*** Data Section Begins ***

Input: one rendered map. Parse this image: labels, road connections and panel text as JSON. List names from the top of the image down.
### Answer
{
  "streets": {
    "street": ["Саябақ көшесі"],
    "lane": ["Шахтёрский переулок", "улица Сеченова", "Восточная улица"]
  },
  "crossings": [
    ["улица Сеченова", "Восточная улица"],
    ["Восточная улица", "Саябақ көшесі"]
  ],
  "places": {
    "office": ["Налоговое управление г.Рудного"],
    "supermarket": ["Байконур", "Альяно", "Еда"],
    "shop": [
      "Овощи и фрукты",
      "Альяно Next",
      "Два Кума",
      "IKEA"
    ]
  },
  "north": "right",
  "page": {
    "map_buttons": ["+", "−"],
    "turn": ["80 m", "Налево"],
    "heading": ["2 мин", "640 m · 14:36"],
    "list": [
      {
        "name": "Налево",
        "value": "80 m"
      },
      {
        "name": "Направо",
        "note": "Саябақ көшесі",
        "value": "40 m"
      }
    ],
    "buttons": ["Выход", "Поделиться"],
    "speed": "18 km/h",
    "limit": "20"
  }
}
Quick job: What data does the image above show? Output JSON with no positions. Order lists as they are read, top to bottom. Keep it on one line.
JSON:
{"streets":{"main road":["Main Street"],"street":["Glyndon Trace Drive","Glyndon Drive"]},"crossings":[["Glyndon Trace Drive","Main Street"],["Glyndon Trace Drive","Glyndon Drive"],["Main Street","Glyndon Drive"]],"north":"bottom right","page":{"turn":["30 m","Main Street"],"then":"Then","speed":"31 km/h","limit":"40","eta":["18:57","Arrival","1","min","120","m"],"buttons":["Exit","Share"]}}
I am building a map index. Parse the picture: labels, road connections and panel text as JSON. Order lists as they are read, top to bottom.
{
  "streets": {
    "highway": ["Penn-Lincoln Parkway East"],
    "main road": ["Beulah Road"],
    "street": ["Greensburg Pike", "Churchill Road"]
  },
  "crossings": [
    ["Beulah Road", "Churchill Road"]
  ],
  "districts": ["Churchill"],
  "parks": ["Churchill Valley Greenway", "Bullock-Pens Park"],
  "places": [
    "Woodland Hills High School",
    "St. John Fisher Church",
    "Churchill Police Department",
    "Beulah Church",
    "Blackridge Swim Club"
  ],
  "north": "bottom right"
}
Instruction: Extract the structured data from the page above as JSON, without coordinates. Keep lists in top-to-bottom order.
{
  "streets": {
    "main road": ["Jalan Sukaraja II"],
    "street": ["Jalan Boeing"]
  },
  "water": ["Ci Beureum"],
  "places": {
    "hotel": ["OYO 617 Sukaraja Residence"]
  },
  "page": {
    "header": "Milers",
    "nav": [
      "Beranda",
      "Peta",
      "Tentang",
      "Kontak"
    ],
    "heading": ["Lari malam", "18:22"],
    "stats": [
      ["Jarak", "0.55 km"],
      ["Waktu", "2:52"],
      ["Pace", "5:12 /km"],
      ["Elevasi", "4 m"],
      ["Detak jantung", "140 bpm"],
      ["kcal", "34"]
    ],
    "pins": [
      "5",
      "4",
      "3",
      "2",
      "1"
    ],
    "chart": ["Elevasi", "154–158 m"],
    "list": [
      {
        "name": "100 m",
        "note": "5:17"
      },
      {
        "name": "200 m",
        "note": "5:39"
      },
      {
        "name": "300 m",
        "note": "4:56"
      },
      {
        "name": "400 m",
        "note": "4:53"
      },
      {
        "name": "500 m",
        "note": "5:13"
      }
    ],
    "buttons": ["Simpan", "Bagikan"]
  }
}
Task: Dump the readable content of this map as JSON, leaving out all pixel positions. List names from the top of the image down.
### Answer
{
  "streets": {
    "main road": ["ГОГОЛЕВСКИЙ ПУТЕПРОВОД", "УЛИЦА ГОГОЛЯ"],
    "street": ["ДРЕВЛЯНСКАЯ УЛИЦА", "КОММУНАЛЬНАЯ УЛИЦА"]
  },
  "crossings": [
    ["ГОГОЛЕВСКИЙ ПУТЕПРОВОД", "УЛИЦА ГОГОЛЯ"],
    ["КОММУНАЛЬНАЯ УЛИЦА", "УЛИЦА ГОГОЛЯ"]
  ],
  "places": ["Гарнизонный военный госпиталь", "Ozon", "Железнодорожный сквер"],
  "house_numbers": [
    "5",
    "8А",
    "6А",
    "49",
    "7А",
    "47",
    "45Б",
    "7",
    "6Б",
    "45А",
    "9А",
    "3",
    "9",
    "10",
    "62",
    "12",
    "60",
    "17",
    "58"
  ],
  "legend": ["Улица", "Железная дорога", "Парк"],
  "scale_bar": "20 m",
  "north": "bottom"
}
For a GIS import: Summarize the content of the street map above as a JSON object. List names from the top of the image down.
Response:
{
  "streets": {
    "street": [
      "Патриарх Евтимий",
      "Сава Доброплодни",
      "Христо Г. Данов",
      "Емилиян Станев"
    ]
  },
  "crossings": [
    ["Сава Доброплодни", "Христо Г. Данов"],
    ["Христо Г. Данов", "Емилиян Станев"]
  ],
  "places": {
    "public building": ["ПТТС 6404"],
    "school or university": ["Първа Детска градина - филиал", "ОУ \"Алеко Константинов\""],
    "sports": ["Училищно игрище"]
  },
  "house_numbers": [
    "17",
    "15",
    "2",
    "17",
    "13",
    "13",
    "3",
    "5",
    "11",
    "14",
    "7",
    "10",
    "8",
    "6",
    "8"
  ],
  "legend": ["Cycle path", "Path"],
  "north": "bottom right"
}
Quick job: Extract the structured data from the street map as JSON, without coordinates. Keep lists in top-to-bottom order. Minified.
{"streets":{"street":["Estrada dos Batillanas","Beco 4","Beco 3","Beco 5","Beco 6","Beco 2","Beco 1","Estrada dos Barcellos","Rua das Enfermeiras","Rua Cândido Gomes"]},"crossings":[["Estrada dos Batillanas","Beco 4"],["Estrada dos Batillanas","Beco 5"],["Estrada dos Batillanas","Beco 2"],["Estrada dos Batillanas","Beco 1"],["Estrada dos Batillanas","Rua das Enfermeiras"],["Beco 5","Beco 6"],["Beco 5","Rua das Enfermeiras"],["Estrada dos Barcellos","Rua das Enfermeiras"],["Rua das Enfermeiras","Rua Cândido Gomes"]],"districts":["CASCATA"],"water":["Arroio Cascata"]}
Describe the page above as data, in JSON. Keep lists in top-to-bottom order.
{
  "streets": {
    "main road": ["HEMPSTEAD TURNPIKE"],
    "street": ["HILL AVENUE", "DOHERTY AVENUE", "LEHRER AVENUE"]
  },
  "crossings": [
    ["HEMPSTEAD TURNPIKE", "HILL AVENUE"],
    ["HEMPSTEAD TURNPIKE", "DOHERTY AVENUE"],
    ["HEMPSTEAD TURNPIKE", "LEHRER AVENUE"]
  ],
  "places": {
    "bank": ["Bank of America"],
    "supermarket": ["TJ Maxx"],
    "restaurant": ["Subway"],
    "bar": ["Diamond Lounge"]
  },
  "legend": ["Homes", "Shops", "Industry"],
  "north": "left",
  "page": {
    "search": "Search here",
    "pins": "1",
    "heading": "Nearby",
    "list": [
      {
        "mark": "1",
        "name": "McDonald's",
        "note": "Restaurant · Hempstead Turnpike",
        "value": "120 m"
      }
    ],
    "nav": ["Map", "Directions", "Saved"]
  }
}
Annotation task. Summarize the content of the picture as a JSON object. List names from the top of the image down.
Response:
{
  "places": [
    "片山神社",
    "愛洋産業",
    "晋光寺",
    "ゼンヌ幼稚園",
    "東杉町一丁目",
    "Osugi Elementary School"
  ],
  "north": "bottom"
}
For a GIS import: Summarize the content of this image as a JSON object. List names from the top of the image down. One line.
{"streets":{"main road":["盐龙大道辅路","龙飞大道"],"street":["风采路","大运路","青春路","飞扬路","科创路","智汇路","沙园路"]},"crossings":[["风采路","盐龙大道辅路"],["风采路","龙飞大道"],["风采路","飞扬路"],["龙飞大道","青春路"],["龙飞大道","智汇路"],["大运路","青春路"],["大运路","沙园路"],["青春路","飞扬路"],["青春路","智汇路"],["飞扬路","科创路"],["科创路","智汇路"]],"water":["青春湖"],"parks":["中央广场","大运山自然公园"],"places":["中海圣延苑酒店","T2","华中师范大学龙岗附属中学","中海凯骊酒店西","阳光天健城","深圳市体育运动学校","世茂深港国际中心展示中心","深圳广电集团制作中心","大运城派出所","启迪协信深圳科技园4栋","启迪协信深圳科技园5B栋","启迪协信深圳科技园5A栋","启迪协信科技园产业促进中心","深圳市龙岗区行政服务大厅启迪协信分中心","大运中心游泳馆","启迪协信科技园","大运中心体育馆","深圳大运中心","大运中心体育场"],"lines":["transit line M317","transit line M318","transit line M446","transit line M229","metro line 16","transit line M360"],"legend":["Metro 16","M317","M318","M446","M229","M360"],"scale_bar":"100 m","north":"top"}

*** Data Section Ends ***

- What to work on: Taking the records above line by line, count those that hold the word "positions"; the number is the entire answer.

- Expected answer: 2